Abstract and Keywords

This chapter looks at how French private law governs the liabilities of a number of other categories of person for products which are involved in the provision of a service in a very broad sense. This involvement may consist of the transfer of a product from one person to another, as where goods are provided as part of the provision of a wider service, as in a restaurant meal, building a house, or hiring a boat; while sometimes the product is the subject matter of the service in a different sense, as in the case of the designer of a car, or the consultant surveyor of a new building. In French law, all the cases treated here find a common basis in the contrat de louage (‘hire’ in a very general sense), which, following its Romanist origins, then divides into the hire of things (louage des choses, whether these are movable or immovable); the hire of services (contrat de louage d’ouvrage, but now more frequently contrat d’enterprise); and contracts of employment (louage de service, now termed contrat de travail). The chapter considers examples of the first two, the present discussion being restricted to private law; it looks later at the law governing the provision of public services (whether this law is private or administrative). Very little of the private law governing liability of the provider of a service stems from the Civil Code as originally drafted, but rather reflects modern legislative and judicial developments.

Keywords:   private law, liability law, service provision, construction, services

Apart from liability under the general law of delictual fault, so far I have looked at the way in which French law imposes liability for products on two particularly important categories of person: their gardiens (typically their owners)1 through the law of delict and on their sellers, whether immediate or more remote, through the law of contract.2 In this chapter, I shall look at how French private law governs the liabilities of a number of other categories of person for products which are involved in the provision of a service in a very broad sense. This involvement may consist of the transfer of a product from one person to another, as where goods are provided as part of the provision of a wider service, as in a restaurant meal, building a house or hiring a boat; while sometimes the product is the subject matter of the service in a different sense, as in the case of the designer of a car, or the consultant surveyor of a new building.
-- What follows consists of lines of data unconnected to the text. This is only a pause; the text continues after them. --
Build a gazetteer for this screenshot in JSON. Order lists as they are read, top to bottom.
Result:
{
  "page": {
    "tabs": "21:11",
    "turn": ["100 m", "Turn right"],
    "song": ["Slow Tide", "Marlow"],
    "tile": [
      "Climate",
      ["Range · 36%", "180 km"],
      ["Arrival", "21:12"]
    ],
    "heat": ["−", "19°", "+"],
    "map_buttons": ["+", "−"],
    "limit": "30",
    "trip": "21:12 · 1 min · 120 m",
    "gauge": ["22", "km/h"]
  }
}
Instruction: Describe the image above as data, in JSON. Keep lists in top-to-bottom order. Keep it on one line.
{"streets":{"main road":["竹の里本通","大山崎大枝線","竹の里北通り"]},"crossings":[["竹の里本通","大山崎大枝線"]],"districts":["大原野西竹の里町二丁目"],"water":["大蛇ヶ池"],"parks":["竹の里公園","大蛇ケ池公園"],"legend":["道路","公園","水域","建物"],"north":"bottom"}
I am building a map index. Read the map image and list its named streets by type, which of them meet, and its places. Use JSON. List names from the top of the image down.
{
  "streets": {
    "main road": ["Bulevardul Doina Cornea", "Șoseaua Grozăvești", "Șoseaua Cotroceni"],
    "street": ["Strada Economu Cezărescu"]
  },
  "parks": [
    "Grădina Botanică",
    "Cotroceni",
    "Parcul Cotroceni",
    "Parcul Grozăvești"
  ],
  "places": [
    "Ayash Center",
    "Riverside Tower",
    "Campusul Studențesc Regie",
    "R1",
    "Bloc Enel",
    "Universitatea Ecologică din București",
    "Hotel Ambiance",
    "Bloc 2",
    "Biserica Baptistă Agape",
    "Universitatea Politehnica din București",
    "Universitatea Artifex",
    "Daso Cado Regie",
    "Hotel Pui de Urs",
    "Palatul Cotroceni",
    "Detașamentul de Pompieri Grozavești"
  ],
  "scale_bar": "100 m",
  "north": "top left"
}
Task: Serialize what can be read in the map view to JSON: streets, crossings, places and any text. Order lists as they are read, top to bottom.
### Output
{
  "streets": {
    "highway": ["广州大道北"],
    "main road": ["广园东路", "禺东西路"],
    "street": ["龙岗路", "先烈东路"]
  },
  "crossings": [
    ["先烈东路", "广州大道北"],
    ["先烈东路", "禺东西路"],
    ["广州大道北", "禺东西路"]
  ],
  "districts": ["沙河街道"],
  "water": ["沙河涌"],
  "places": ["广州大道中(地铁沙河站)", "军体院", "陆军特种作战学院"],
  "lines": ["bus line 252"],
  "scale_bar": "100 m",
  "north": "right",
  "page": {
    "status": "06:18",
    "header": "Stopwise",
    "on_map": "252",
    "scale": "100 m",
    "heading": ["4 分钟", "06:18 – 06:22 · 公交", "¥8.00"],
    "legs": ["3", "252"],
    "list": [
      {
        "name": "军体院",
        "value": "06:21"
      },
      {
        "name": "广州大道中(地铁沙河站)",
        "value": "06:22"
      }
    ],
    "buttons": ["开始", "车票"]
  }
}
In French law, all the cases treated here find a common basis in the contrat de louage (‘hire’ in a very general sense), which, following its Romanist origins, then divides into the hire of things (louage des choses, whether these are movable or immovable); the hire of services (contrat de louage d’ouvrage, but now more frequently contrat d’entreprise); and contracts of employment (louage de service, now termed contrat de travail). In this chapter, I shall look at examples of the first two,3 my present discussion being restricted to private law: I shall look later at the law governing the provision of public services (whether this law is private or administrative).4 Very little of the private law governing liability of the provider of a service stems from the Civil Code as originally drafted, but rather reflects modern legislative and judicial developments.